Since the last update, a great many hours have been spent tapping away at the keyboard, entering data. However, the hours of tedium now seem worthwhile, as we are getting ready to feed back some of our findings to schools. We have a wide range of data, including whether students have ever (and weekly over the course of the study) asked for and/or received help for a mental health problem. We also have a rating of students' perceptions of their socioeconomic position, in terms of their family's position in UK society and their position in the school. We have YP-CORE, SDQ and RCADS-25 data - the SDQ at baseline and 6-month follow-up (given its 6-month span) and the YP-CORE and RCADS-25 at baseline, weekly for four more weeks and then again at 6-month follow-up. We have also asked students each week and at 6-month follow-up whether good or bad things have happened to them that week and provided space for them to list significant events that week and rate how good/bad and impactful they have been. I am currently trying to distill this information into a format that will be useful for schools. Students considered at immediate risk of harm to themselves or others were flagged to school safeguarding so that they could receive immediate support. In some ways this felt like one of the more directly useful aspect of the research for schools, who were often, but not always aware of certain students who were struggling. Something I am very keen to communicate back to schools is the events that students describe as being particularly good and impactful and particularly bad and impactful. These events span a range of domains, in terms of involving friends, family, hobbies, their personal health and school.
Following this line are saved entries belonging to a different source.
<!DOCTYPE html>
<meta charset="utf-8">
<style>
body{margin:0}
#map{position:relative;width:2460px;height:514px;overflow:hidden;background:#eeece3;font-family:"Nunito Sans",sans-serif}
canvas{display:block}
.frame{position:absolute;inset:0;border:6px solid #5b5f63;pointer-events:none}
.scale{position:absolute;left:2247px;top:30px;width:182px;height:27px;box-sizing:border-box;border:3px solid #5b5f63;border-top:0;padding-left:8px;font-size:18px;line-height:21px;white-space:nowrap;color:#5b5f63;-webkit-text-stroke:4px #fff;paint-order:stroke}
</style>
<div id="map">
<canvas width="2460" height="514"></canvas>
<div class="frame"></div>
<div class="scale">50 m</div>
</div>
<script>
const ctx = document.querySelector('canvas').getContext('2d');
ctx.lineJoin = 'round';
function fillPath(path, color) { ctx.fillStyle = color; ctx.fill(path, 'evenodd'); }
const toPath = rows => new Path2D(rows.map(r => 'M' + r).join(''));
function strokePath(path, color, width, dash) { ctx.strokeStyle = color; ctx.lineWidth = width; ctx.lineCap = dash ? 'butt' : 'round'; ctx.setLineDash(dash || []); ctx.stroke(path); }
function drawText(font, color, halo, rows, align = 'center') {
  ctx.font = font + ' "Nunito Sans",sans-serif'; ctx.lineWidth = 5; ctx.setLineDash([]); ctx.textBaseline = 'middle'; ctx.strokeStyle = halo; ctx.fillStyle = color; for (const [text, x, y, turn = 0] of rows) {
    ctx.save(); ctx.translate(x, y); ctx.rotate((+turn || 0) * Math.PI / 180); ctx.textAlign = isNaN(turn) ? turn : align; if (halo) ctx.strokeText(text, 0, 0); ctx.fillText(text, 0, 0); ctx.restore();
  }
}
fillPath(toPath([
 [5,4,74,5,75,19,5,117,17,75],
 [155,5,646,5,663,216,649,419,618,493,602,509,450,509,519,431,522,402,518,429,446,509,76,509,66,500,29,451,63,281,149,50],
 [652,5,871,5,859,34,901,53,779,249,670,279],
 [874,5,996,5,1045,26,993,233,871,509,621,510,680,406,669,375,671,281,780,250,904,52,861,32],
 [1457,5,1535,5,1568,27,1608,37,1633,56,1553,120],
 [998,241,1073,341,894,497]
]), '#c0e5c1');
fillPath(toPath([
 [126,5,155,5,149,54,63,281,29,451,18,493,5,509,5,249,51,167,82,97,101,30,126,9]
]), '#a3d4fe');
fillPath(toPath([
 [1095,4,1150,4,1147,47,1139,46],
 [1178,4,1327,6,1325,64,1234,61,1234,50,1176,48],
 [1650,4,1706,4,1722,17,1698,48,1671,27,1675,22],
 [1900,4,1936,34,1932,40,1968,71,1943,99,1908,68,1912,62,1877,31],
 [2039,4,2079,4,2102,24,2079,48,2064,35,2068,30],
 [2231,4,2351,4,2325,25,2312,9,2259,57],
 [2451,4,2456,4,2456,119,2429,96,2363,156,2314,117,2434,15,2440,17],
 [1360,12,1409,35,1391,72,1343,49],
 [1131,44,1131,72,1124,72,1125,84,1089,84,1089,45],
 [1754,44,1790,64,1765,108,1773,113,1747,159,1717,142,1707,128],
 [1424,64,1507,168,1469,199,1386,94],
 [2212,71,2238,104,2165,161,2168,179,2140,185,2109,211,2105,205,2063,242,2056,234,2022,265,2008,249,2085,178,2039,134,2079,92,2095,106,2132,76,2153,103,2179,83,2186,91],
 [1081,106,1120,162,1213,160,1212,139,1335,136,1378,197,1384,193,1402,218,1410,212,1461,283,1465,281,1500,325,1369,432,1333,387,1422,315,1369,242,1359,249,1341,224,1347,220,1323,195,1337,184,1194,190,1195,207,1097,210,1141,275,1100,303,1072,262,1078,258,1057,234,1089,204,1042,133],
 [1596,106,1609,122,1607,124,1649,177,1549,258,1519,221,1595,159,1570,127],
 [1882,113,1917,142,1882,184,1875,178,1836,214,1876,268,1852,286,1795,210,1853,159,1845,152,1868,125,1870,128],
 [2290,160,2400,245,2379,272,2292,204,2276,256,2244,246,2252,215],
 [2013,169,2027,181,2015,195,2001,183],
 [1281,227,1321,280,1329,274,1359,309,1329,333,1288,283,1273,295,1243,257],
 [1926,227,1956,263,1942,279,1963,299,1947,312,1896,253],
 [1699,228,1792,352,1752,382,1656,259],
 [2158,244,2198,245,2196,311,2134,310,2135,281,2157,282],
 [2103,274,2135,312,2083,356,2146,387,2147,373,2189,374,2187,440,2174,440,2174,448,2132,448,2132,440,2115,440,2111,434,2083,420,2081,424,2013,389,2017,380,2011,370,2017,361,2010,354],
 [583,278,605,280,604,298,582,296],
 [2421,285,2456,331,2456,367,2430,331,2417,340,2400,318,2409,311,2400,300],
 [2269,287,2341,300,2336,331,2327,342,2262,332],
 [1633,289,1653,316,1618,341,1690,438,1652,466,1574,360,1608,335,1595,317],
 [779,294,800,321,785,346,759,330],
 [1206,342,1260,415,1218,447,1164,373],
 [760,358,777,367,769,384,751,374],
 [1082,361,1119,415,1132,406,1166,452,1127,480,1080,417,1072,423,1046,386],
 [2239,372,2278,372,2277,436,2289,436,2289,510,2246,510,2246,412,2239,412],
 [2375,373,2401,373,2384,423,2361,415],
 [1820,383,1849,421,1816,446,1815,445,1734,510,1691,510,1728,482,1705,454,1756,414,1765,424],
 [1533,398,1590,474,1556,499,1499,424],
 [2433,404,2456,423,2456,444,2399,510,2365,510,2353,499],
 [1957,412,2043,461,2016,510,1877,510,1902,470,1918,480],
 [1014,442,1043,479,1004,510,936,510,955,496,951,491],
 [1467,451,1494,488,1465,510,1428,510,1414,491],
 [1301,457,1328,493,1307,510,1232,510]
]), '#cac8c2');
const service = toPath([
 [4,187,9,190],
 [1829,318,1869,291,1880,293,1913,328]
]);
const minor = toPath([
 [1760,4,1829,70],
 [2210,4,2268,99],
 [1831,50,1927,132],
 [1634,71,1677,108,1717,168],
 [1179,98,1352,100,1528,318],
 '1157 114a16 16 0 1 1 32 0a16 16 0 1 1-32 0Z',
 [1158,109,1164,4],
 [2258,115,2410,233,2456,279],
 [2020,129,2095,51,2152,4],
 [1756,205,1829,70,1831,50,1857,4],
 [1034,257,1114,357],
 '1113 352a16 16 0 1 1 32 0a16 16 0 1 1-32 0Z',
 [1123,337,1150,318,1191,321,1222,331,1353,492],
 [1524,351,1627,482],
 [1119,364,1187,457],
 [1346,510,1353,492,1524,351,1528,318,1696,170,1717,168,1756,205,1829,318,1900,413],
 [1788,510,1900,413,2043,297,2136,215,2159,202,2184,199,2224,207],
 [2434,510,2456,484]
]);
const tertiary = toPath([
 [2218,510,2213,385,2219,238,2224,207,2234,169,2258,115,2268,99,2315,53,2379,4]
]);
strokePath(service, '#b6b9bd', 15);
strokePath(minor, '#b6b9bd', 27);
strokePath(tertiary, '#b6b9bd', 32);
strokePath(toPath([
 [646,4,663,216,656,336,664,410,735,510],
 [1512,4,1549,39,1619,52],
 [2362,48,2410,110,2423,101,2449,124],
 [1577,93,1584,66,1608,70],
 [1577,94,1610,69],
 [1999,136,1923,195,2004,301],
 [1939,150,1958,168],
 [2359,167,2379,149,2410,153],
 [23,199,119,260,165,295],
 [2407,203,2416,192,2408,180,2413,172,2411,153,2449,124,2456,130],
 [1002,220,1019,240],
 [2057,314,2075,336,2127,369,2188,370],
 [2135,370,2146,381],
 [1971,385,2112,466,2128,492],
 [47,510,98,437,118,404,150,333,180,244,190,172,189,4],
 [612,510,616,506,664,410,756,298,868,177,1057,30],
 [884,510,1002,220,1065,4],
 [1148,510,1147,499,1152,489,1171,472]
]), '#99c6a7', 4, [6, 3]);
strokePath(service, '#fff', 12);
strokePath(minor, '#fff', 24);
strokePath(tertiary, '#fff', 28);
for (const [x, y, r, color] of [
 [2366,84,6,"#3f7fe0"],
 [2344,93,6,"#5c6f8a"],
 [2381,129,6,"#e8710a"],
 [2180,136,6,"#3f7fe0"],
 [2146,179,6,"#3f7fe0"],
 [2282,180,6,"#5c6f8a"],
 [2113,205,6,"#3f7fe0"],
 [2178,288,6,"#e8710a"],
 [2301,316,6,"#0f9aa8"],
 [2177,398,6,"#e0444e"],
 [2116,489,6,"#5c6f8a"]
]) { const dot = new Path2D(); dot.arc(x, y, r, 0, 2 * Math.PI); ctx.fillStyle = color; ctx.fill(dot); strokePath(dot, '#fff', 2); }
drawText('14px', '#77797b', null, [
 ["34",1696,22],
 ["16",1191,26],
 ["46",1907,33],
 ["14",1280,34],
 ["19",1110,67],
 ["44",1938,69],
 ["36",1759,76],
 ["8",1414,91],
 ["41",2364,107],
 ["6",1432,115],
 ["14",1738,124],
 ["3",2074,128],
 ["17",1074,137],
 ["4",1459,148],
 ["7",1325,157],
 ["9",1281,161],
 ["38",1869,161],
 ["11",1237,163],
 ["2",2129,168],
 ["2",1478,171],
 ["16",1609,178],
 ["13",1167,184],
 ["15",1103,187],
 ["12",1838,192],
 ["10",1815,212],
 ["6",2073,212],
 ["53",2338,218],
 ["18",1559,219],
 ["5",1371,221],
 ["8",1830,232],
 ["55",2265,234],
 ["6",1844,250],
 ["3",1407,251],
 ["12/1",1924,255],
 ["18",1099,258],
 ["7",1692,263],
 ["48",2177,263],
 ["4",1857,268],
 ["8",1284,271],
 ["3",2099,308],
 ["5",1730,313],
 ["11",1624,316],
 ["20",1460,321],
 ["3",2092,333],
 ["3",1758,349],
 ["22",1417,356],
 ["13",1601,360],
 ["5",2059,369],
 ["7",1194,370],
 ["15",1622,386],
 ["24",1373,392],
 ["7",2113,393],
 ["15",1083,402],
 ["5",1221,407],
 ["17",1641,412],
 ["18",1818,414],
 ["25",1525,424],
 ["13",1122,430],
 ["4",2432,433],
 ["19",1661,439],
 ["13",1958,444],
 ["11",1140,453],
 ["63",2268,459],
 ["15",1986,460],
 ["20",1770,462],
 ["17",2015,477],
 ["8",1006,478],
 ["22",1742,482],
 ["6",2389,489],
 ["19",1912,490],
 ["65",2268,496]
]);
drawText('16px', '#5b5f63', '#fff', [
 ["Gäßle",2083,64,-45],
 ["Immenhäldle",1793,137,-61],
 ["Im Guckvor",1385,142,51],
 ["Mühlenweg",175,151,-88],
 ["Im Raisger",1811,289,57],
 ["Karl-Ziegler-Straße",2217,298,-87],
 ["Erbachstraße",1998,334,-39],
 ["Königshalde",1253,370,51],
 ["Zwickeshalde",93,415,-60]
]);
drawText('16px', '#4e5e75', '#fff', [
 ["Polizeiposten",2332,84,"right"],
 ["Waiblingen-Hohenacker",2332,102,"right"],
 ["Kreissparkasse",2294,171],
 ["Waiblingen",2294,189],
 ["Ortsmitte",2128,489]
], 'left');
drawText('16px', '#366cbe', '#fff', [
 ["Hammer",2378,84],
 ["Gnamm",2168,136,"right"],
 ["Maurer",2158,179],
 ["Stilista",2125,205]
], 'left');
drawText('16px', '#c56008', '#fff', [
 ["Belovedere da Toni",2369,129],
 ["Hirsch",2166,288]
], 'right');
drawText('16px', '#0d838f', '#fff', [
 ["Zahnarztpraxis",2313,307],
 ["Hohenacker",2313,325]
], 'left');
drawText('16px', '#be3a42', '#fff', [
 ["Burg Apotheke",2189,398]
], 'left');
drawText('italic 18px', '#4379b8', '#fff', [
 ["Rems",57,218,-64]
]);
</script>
I was struck, however, by how many positive and impactful events students listed as happening at school. These have included making friends on school trips, enjoying a particular lesson, speaking with a caring member of staff about losing a pet, and receiving good feedback on a report. When schools are heavily burdened with achieving academic targets and supporting student wellbeing with strained resources, they deserve, more than ever, to hear these positives from their own students.